** WHAT TO PRODUCE **
Transcribe the entries below without alteration.

** INPUT MATERIAL **
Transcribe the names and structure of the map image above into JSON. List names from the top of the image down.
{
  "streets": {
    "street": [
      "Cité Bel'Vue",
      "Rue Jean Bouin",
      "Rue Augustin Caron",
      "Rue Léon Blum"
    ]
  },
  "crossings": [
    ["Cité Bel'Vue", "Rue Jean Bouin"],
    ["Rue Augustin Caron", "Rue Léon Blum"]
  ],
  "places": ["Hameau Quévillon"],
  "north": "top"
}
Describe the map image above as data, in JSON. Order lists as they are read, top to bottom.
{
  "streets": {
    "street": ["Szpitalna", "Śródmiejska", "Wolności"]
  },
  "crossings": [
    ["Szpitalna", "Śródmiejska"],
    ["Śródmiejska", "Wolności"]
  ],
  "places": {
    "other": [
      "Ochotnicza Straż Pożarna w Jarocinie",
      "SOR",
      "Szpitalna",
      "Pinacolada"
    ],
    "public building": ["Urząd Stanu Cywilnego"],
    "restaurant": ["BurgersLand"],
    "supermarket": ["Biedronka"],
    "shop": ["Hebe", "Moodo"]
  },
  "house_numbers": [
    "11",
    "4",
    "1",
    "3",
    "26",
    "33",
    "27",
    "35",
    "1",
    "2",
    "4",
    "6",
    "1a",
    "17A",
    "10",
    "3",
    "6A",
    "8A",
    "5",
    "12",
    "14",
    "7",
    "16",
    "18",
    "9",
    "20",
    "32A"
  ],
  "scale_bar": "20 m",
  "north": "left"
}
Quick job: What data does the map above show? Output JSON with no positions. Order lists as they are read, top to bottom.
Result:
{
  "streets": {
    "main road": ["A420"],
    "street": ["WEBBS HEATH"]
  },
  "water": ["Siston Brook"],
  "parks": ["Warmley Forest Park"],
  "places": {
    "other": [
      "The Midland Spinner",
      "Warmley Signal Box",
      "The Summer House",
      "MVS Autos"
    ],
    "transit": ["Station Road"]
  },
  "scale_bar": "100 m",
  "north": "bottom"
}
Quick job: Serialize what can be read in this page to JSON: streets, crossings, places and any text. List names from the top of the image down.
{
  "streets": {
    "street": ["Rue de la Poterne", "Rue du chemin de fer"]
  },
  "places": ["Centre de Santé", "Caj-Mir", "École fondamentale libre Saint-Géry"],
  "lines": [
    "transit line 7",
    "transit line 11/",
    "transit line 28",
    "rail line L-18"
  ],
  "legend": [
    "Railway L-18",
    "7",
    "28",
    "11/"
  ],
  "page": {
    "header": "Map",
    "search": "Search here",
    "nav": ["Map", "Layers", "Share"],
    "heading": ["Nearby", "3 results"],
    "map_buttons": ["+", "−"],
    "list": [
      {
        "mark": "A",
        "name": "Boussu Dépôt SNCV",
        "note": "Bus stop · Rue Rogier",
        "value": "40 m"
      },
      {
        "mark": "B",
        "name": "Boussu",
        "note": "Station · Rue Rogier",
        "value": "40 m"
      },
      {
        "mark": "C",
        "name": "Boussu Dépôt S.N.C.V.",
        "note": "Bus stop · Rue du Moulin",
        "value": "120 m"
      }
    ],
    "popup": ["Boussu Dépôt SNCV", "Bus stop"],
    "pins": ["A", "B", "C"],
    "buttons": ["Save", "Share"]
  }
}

** SOLUTION **
Transcribe the names and structure of the map image above into JSON. List names from the top of the image down.
{
  "streets": {
    "street": [
      "Cité Bel'Vue",
      "Rue Jean Bouin",
      "Rue Augustin Caron",
      "Rue Léon Blum"
    ]
  },
  "crossings": [
    ["Cité Bel'Vue", "Rue Jean Bouin"],
    ["Rue Augustin Caron", "Rue Léon Blum"]
  ],
  "places": ["Hameau Quévillon"],
  "north": "top"
}
Describe the map image above as data, in JSON. Order lists as they are read, top to bottom.
{
  "streets": {
    "street": ["Szpitalna", "Śródmiejska", "Wolności"]
  },
  "crossings": [
    ["Szpitalna", "Śródmiejska"],
    ["Śródmiejska", "Wolności"]
  ],
  "places": {
    "other": [
      "Ochotnicza Straż Pożarna w Jarocinie",
      "SOR",
      "Szpitalna",
      "Pinacolada"
    ],
    "public building": ["Urząd Stanu Cywilnego"],
    "restaurant": ["BurgersLand"],
    "supermarket": ["Biedronka"],
    "shop": ["Hebe", "Moodo"]
  },
  "house_numbers": [
    "11",
    "4",
    "1",
    "3",
    "26",
    "33",
    "27",
    "35",
    "1",
    "2",
    "4",
    "6",
    "1a",
    "17A",
    "10",
    "3",
    "6A",
    "8A",
    "5",
    "12",
    "14",
    "7",
    "16",
    "18",
    "9",
    "20",
    "32A"
  ],
  "scale_bar": "20 m",
  "north": "left"
}
Quick job: What data does the map above show? Output JSON with no positions. Order lists as they are read, top to bottom.
Result:
{
  "streets": {
    "main road": ["A420"],
    "street": ["WEBBS HEATH"]
  },
  "water": ["Siston Brook"],
  "parks": ["Warmley Forest Park"],
  "places": {
    "other": [
      "The Midland Spinner",
      "Warmley Signal Box",
      "The Summer House",
      "MVS Autos"
    ],
    "transit": ["Station Road"]
  },
  "scale_bar": "100 m",
  "north": "bottom"
}
Quick job: Serialize what can be read in this page to JSON: streets, crossings, places and any text. List names from the top of the image down.
{
  "streets": {
    "street": ["Rue de la Poterne", "Rue du chemin de fer"]
  },
  "places": ["Centre de Santé", "Caj-Mir", "École fondamentale libre Saint-Géry"],
  "lines": [
    "transit line 7",
    "transit line 11/",
    "transit line 28",
    "rail line L-18"
  ],
  "legend": [
    "Railway L-18",
    "7",
    "28",
    "11/"
  ],
  "page": {
    "header": "Map",
    "search": "Search here",
    "nav": ["Map", "Layers", "Share"],
    "heading": ["Nearby", "3 results"],
    "map_buttons": ["+", "−"],
    "list": [
      {
        "mark": "A",
        "name": "Boussu Dépôt SNCV",
        "note": "Bus stop · Rue Rogier",
        "value": "40 m"
      },
      {
        "mark": "B",
        "name": "Boussu",
        "note": "Station · Rue Rogier",
        "value": "40 m"
      },
      {
        "mark": "C",
        "name": "Boussu Dépôt S.N.C.V.",
        "note": "Bus stop · Rue du Moulin",
        "value": "120 m"
      }
    ],
    "popup": ["Boussu Dépôt SNCV", "Bus stop"],
    "pins": ["A", "B", "C"],
    "buttons": ["Save", "Share"]
  }
}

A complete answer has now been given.